Voortzetting van de reis.
177.
De laatste logeerplaats van de H. Familie op het grondgebied van
Herodes was niet ver van een stad aan de rand der woestijn, enige
uren van de Dode Zee; de stad heette Anam of Anem of Anim.
De verhaalster aarzelde tussen deze klanken;
de goede vorm is Anim374.
Zij namen in een afzonderlijk gelegen huis hun intrek; het was
een herberg voor reizigers die door de woestijn moesten. Tegen
een hoogte lagen daar verschillende hutten en schuren, en in de
omtrek groeide er ook nog enig ooft (= alle eetbare vruchten uit het
plantenrijk, boomvruchten, fruit) in het wild; de bewoners schenen mij
kameeldrijvers te zijn; zij bezaten vele kamelen die daar in
omheinde weiden graasden; de mensen waren hier onwetend en
enigszins verwilderd. (Laat ons zeggen een mengsel van goed en
kwaad. Terwijl zij enerzijds niet terugdeinzen voor stroperij,
komen zij trouw de wetten der herbergzaamheid na).

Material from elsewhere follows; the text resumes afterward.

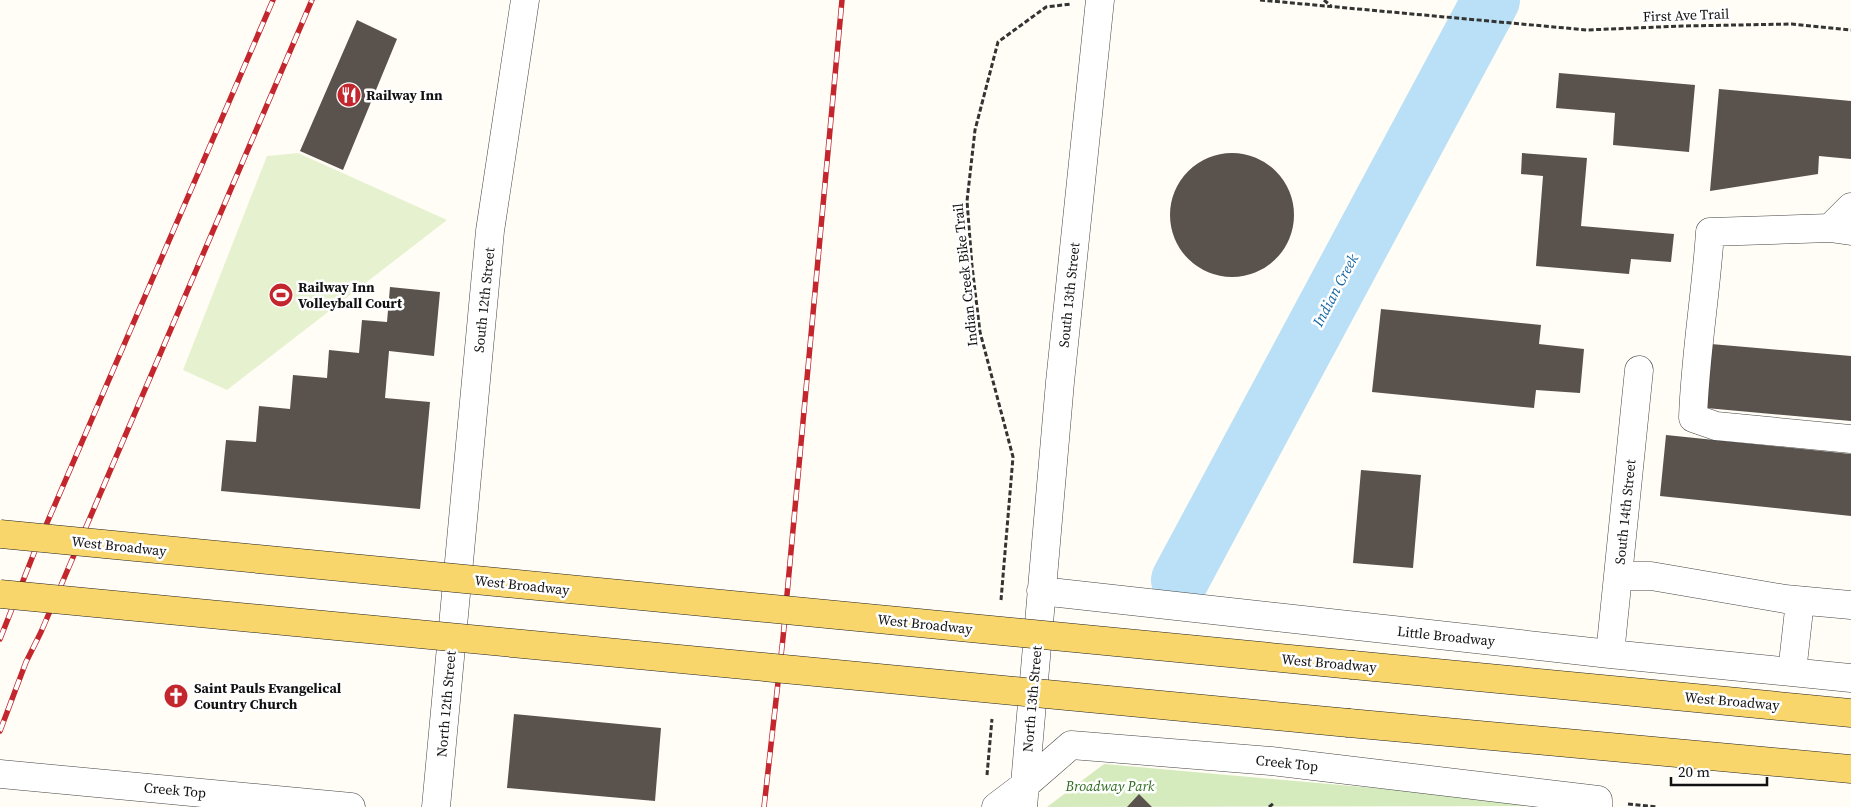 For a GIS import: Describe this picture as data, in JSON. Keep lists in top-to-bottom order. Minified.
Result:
{"streets":{"main road":["West Broadway"],"street":["South 13th Street","South 12th Street","South 14th Street","Little Broadway","North 13th Street","North 12th Street","Creek Top"],"path":["First Ave Trail","Indian Creek Bike Trail"]},"crossings":[["Indian Creek Bike Trail","South 13th Street"],["South 13th Street","Little Broadway"],["South 13th Street","North 13th Street"],["South 12th Street","North 12th Street"],["South 14th Street","Little Broadway"],["Little Broadway","North 13th Street"],["North 13th Street","Creek Top"]],"water":["Indian Creek"],"parks":["Broadway Park"],"places":{"restaurant":["Railway Inn"],"sports":["Railway Inn Volleyball Court"],"church":["Saint Pauls Evangelical Country Church"]},"scale_bar":"20 m"}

Zij hadden ook wel stroperij gepleegd, maar ontvingen de H.
Familie toch goed en bewezen haar gastvrijheid. Ook in de
nabijgelegen stad woonden vele mensen, die zich hier (te Anim)

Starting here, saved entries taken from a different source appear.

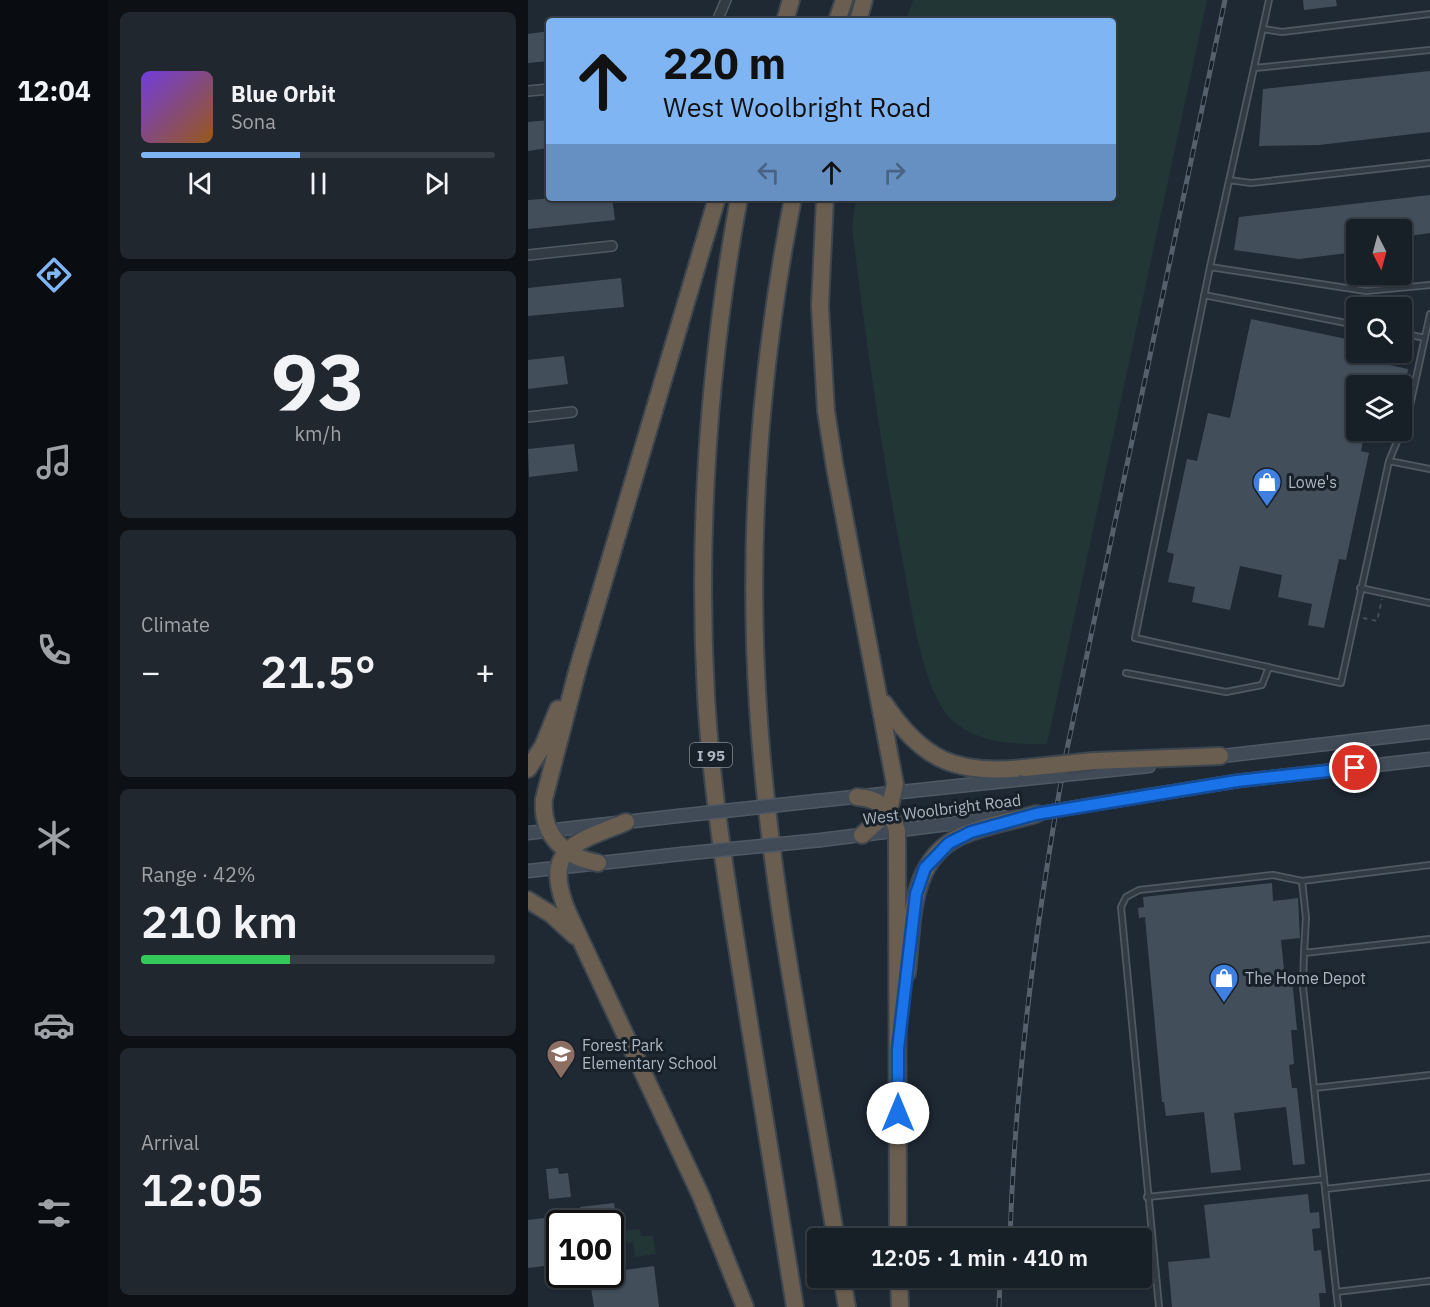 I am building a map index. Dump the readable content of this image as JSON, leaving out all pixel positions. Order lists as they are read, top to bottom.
{
  "streets": {
    "highway": ["I 95"],
    "main road": ["West Woolbright Road"]
  },
  "places": {
    "shop": ["Lowe's", "The Home Depot"],
    "school or university": ["Forest Park Elementary School"]
  },
  "north": "bottom",
  "page": {
    "tabs": "12:04",
    "turn": ["220 m", "West Woolbright Road"],
    "song": ["Blue Orbit", "Sona"],
    "tile": [
      ["93", "km/h"],
      "Climate",
      ["Range · 42%", "210 km"],
      ["Arrival", "12:05"]
    ],
    "heat": ["−", "21.5°", "+"],
    "limit": "100",
    "trip": "12:05 · 1 min · 410 m"
  }
}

na oorlogen gevestigd hadden en geen geordend leven leidden; er
was in de herberg o.a. een man van ongeveer 20 jaar, die Ruben
heette.
374 Anim. – Anim, dubbel dorp, 4 uren ten zuiden van Hebron; nu heet het
Ghoewein, in de grond dezelfde naam.
Volgens K. hield de H. Familie in de nabijheid haar laatste rustplaats op het
gebied van Herodes. Deze heerste ook over Idumea, dat zich uitstrekte
vanaf Jardas in het zuiden tot een uur ten noorden van Hebron, nl. tot de
vestingstad Betsoer.
Jardas, nu tell Arad, ligt 2 uren ten zuidoosten van Anim (zie grote kaart).